Klinghoffer’s trio of creators has spoken openly of the kind of research they did while preparing it. Adams tells us he read about “the history of the Israeli-Arab conflict, the roots of Zionism, the Balfour Declaration, and the long history of British, French and American meddling” in the region. (Oddly, he seems to have missed German and Italian meddling in the 1936 Palestinian Arab revolt and the vigorous activities on behalf of the Third Reich by Palestinian nationalist leader Hajj Ammin al-Husseini.) He reread the Old Testament and the Koran (“difficult going”). He found Noam Chomsky’s writings “one-sided” but those of Edward Said “more reasonable.” And Adams learned that “the Israeli-Palestinian issue was the most carefully controlled and fastidiously managed debate in American political life” due to “lobbies” which spoke moderately in public but whose “considerable clout in Washington often smothered” efforts to present the Palestinian side in public.

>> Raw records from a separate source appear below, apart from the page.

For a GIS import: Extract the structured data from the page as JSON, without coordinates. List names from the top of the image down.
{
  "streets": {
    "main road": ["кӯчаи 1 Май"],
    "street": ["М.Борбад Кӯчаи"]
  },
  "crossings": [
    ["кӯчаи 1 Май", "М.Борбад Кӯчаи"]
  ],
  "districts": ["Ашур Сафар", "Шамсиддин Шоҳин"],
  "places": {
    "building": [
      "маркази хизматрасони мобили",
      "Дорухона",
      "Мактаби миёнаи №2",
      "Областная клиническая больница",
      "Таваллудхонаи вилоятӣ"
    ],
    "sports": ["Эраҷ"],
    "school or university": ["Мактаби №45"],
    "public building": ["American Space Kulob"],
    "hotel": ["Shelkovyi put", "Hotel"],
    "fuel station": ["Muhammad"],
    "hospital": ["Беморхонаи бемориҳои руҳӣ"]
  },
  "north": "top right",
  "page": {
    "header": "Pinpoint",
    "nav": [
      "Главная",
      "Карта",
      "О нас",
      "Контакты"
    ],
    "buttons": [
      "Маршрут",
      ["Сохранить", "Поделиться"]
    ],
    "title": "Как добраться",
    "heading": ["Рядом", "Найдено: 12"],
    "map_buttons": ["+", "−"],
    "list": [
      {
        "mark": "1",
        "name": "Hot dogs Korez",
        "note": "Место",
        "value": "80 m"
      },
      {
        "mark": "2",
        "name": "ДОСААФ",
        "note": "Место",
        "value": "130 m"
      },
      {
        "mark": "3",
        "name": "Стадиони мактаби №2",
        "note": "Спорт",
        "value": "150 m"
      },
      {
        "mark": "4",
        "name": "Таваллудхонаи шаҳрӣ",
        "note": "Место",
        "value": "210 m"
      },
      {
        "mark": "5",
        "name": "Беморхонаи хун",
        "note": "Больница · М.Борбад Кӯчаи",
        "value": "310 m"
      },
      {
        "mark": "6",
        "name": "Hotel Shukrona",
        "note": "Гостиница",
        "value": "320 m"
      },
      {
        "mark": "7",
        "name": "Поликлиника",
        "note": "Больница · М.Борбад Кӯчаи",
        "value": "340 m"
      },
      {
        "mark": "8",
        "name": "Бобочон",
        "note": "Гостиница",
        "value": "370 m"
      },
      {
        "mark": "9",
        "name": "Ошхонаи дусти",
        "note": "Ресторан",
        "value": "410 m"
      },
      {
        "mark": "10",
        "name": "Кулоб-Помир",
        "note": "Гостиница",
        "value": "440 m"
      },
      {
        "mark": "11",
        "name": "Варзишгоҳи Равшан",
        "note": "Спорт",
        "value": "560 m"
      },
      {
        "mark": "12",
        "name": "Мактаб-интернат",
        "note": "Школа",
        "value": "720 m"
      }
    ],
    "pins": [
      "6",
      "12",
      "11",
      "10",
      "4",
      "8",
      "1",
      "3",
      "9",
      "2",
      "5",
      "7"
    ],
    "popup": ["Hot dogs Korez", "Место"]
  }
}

Sellars believed the opera to be “beyond all political differences” because it was “human,” as if political differences are not human. It is, he thinks, comparable to Bach’s Passions and Greek tragedies. Goodman read “the Koran, the Book of Lamentations, the Psalms, Brecht” and Spanish Renaissance poetry. Absent from any of their studies were explorations of the history of anti-Jewish prejudices (Christian, Muslim, secular) and how they have been presented in theology, in politics, or, say, on stage. To what extent do old tropes continually reappear, consciously or not, in new costume—tropes about obstinate, self-occupied Jews; rich, materialistic Jews; wily and screechy ones with hidden powers?
Before denying that anti-Semitic themes are embedded in Klinghoffer you must reflect on them in the first place. Adams does not seem to have done so and neither, apparently, has Anthony Tommasini, music critic of The New York Times, who long ago embraced Adams’ claim that Klinghoffer offers “the sad solace of truth.” His article entitled “Toward a Truth That Defies Precision,” published after last fall’s controversies, hails the opera as “courageous” and dismissed “parsing ‘Klinghoffer’ for evidence of a pro-Palestinian slant” because “artistic issues” would thereby be “sidelined.” Can an artist “tweak or fictionalize a story for artistic ends?” he asks. Does not art, especially music, have particularly important powers “to explore the emotional interiors of fictional and nonfictional characters, especially bad ones . . . ”? He compares Lady Macbeth to the terrorists in Klinghoffer. “Just by giving voice to those being portrayed, music, in its subliminal way, can seem to be revealing inner lives and feelings” together with “seething grievances.” An artist, after all, may provide “a fresh way” of perceiving a “historical event” and thereby “lead to a deeper understanding of what was going on.” Journalists may be averse to fidgeting with facts but “on balance, artists can claim the right to bend a story to their aims.”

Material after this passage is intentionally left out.